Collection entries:

=== Begin Enclosure ===

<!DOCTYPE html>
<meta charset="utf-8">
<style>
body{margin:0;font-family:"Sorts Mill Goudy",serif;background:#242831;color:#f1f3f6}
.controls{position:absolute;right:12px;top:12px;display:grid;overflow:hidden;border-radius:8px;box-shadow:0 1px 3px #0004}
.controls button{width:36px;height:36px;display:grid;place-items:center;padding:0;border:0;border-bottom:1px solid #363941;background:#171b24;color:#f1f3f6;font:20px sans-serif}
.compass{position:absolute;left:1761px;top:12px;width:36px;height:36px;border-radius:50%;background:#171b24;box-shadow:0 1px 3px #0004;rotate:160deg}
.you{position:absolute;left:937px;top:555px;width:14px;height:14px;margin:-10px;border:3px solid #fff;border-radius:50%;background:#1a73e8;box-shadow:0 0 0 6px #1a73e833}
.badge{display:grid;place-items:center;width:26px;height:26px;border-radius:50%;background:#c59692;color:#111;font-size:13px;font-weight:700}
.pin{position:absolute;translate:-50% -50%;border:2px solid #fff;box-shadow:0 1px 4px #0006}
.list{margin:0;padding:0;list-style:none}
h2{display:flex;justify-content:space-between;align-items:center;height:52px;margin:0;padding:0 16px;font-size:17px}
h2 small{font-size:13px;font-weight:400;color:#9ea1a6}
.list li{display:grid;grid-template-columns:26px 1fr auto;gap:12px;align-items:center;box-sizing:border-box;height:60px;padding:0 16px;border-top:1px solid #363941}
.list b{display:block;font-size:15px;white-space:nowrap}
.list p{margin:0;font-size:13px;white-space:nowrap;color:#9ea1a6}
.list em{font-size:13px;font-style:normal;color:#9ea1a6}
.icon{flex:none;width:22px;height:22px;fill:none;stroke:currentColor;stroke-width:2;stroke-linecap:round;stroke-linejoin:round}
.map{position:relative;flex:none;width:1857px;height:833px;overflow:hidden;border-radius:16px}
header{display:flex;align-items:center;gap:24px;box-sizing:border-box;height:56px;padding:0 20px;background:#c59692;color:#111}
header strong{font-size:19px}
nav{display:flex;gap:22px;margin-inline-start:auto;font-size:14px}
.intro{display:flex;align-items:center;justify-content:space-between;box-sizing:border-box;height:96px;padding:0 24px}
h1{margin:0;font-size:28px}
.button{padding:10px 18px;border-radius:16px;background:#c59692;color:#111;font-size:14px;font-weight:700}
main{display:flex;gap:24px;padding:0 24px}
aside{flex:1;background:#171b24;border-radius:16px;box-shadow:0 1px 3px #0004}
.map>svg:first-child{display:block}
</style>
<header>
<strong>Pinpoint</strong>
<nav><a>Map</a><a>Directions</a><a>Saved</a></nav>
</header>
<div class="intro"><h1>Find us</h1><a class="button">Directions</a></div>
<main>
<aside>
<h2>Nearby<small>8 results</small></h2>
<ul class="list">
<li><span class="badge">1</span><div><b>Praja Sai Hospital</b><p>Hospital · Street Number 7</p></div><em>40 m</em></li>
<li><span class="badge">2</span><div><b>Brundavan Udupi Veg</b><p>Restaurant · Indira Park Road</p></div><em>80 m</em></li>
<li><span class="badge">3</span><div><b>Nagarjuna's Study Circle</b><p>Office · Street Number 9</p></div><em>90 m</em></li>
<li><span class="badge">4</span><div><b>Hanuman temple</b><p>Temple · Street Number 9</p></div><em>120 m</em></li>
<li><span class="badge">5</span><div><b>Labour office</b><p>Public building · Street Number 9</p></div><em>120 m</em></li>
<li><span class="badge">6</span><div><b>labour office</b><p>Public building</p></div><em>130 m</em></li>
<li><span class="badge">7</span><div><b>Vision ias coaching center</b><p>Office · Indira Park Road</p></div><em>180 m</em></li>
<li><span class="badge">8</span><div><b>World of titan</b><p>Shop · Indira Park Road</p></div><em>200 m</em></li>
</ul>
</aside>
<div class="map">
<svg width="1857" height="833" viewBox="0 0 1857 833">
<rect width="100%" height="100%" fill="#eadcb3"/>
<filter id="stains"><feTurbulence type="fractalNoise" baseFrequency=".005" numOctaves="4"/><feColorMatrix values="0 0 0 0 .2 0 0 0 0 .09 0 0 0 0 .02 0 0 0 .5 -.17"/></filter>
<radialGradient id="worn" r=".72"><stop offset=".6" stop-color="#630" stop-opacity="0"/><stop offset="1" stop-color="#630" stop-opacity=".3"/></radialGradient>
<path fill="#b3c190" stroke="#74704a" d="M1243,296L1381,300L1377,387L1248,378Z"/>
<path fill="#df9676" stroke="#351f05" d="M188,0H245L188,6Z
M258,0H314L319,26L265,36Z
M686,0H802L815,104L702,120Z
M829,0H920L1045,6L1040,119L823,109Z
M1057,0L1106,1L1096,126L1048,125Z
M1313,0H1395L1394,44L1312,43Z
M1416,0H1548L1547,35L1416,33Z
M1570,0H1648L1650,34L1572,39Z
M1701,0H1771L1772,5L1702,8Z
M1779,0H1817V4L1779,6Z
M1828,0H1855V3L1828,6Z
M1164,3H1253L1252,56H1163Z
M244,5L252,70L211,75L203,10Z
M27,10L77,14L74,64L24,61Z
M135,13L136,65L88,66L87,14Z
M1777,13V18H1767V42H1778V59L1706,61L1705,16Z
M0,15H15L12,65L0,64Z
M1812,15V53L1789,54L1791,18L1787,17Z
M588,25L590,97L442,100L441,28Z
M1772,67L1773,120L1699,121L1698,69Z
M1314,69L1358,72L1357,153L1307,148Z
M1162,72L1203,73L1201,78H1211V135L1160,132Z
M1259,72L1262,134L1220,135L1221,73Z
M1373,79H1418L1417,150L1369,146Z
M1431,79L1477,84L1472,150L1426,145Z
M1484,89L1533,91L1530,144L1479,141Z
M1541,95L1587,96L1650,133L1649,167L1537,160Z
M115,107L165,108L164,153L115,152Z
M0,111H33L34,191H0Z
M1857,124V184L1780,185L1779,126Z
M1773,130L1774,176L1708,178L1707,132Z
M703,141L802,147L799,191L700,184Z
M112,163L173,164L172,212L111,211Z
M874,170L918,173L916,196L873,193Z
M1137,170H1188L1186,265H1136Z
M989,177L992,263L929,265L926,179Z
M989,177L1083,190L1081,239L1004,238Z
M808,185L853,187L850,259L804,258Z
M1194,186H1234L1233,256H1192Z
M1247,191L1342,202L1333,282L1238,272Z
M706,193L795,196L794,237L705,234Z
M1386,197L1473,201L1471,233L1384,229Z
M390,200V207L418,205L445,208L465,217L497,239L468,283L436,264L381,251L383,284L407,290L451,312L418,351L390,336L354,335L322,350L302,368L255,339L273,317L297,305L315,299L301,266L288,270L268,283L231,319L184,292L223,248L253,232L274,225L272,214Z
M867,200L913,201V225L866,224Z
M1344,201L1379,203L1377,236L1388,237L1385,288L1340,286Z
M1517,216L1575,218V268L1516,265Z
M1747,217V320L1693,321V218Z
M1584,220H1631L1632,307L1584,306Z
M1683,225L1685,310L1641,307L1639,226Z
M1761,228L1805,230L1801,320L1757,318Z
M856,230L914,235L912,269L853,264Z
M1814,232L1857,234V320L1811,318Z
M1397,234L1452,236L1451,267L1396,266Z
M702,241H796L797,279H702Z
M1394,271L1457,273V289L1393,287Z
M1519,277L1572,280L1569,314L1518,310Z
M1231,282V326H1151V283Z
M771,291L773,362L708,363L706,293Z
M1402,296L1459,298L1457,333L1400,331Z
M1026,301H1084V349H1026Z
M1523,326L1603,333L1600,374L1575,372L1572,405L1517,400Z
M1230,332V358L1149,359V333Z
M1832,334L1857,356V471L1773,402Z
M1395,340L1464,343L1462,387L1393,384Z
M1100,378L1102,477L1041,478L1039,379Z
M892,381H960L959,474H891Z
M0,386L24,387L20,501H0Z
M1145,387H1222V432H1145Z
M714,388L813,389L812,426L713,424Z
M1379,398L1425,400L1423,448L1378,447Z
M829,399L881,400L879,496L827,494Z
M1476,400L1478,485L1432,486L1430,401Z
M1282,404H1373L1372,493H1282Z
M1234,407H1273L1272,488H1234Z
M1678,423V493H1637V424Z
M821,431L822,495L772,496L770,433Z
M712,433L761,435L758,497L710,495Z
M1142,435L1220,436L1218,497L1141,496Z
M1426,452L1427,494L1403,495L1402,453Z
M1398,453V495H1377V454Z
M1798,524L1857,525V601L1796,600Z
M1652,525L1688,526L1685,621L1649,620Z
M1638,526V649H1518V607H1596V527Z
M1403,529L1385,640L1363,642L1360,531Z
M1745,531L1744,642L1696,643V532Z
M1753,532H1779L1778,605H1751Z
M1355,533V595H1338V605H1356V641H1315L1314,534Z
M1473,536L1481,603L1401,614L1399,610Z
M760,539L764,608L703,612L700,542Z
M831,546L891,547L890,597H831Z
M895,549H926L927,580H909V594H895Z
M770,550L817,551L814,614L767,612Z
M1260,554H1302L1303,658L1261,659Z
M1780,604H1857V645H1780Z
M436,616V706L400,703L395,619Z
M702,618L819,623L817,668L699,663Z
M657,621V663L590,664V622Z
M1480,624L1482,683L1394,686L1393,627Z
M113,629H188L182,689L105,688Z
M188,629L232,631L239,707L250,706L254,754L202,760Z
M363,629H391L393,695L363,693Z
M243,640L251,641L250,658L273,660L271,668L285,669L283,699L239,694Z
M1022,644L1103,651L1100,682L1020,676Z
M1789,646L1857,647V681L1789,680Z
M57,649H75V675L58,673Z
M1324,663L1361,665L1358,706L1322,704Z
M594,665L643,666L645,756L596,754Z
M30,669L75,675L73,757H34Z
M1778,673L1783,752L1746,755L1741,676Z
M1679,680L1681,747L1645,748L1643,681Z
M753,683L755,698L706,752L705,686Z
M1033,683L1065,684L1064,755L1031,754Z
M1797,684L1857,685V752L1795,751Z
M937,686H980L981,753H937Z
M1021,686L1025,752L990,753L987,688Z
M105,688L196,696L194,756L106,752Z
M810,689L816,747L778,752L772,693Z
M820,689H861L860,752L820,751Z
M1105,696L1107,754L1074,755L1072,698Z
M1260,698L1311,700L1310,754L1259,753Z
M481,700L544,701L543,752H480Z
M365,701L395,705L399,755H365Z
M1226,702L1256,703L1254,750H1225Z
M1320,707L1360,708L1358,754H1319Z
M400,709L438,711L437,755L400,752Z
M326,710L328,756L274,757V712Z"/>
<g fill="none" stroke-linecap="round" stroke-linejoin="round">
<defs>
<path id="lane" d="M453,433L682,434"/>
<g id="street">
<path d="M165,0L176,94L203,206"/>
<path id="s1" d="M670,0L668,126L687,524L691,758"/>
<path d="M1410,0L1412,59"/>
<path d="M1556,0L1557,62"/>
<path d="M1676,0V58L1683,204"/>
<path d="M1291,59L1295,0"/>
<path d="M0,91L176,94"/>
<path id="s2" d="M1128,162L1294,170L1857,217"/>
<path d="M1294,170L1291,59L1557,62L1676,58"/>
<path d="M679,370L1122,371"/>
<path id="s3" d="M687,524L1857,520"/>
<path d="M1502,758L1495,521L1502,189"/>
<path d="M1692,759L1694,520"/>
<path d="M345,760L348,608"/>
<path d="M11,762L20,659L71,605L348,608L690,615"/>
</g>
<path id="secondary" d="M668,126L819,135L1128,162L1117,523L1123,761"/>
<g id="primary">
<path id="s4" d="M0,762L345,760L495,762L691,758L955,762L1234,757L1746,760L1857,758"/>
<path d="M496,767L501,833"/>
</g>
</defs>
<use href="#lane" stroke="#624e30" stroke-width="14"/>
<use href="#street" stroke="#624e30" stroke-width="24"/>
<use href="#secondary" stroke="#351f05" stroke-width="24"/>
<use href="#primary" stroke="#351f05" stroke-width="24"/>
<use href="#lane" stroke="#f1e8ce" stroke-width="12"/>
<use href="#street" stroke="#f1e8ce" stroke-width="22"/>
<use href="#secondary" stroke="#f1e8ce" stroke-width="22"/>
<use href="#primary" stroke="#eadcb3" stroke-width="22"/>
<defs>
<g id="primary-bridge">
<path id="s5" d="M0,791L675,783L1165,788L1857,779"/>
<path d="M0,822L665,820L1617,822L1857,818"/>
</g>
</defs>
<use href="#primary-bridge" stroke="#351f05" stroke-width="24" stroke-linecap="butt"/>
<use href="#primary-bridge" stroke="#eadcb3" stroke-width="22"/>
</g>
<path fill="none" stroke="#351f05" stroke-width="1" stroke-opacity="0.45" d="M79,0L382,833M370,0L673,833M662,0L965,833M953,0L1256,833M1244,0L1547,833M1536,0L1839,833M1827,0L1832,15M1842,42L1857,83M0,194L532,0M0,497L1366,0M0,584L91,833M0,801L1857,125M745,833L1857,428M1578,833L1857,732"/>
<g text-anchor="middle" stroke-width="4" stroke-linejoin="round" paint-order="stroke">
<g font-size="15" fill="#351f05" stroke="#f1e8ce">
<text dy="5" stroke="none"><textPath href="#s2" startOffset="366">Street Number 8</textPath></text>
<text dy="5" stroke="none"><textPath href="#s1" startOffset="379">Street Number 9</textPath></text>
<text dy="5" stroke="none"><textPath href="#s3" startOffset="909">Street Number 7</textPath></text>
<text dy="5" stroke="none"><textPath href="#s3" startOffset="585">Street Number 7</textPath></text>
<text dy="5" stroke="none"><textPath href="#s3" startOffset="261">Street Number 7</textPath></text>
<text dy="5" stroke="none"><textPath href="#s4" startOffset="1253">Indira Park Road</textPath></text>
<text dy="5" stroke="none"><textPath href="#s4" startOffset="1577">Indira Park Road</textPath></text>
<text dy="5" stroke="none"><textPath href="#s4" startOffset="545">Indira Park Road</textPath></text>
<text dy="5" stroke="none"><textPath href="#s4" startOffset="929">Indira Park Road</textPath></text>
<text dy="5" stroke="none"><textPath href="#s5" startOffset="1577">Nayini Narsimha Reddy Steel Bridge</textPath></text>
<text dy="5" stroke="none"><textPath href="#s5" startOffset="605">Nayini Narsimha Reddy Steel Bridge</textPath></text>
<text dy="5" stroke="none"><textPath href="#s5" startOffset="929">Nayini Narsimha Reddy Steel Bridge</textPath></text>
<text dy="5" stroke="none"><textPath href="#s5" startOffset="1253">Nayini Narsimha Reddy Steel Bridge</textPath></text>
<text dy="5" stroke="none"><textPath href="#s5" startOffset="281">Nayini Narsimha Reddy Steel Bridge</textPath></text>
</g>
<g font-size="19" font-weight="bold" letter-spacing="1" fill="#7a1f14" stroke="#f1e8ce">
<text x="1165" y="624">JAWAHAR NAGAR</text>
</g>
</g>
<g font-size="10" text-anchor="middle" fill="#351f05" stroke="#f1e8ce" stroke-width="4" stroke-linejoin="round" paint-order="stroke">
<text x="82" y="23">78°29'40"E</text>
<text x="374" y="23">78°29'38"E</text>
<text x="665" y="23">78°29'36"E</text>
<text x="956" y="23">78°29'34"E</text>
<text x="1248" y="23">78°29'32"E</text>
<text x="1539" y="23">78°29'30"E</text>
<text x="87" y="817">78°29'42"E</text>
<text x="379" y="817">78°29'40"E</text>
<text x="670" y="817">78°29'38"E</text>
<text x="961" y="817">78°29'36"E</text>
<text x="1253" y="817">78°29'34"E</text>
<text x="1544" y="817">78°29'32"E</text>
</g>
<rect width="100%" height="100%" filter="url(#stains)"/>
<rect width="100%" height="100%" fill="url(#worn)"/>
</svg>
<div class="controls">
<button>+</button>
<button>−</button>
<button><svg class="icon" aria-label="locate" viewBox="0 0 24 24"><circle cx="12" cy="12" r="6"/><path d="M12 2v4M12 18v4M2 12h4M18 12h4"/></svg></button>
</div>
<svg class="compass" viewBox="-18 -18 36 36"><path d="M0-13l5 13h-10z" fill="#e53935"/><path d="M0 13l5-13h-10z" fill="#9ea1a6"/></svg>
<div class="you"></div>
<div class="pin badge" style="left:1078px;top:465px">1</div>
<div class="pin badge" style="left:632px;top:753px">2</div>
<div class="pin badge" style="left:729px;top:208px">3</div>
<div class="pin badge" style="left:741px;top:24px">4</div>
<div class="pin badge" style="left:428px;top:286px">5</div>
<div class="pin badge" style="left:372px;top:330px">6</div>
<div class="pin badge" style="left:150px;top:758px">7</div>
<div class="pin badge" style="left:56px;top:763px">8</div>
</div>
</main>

=== End Enclosure ===

● **Activity**
Please return only the lines above, starting at the line that has "M1395,340L1464,343L1462,387L1393,384Z" and ending at the line that has "M57,649H75V675L58,673Z", keeping both and leaving each one unchanged.

● **Solution to the problem**
M1395,340L1464,343L1462,387L1393,384Z
M1100,378L1102,477L1041,478L1039,379Z
M892,381H960L959,474H891Z
M0,386L24,387L20,501H0Z
M1145,387H1222V432H1145Z
M714,388L813,389L812,426L713,424Z
M1379,398L1425,400L1423,448L1378,447Z
M829,399L881,400L879,496L827,494Z
M1476,400L1478,485L1432,486L1430,401Z
M1282,404H1373L1372,493H1282Z
M1234,407H1273L1272,488H1234Z
M1678,423V493H1637V424Z
M821,431L822,495L772,496L770,433Z
M712,433L761,435L758,497L710,495Z
M1142,435L1220,436L1218,497L1141,496Z
M1426,452L1427,494L1403,495L1402,453Z
M1398,453V495H1377V454Z
M1798,524L1857,525V601L1796,600Z
M1652,525L1688,526L1685,621L1649,620Z
M1638,526V649H1518V607H1596V527Z
M1403,529L1385,640L1363,642L1360,531Z
M1745,531L1744,642L1696,643V532Z
M1753,532H1779L1778,605H1751Z
M1355,533V595H1338V605H1356V641H1315L1314,534Z
M1473,536L1481,603L1401,614L1399,610Z
M760,539L764,608L703,612L700,542Z
M831,546L891,547L890,597H831Z
M895,549H926L927,580H909V594H895Z
M770,550L817,551L814,614L767,612Z
M1260,554H1302L1303,658L1261,659Z
M1780,604H1857V645H1780Z
M436,616V706L400,703L395,619Z
M702,618L819,623L817,668L699,663Z
M657,621V663L590,664V622Z
M1480,624L1482,683L1394,686L1393,627Z
M113,629H188L182,689L105,688Z
M188,629L232,631L239,707L250,706L254,754L202,760Z
M363,629H391L393,695L363,693Z
M243,640L251,641L250,658L273,660L271,668L285,669L283,699L239,694Z
M1022,644L1103,651L1100,682L1020,676Z
M1789,646L1857,647V681L1789,680Z
M57,649H75V675L58,673Z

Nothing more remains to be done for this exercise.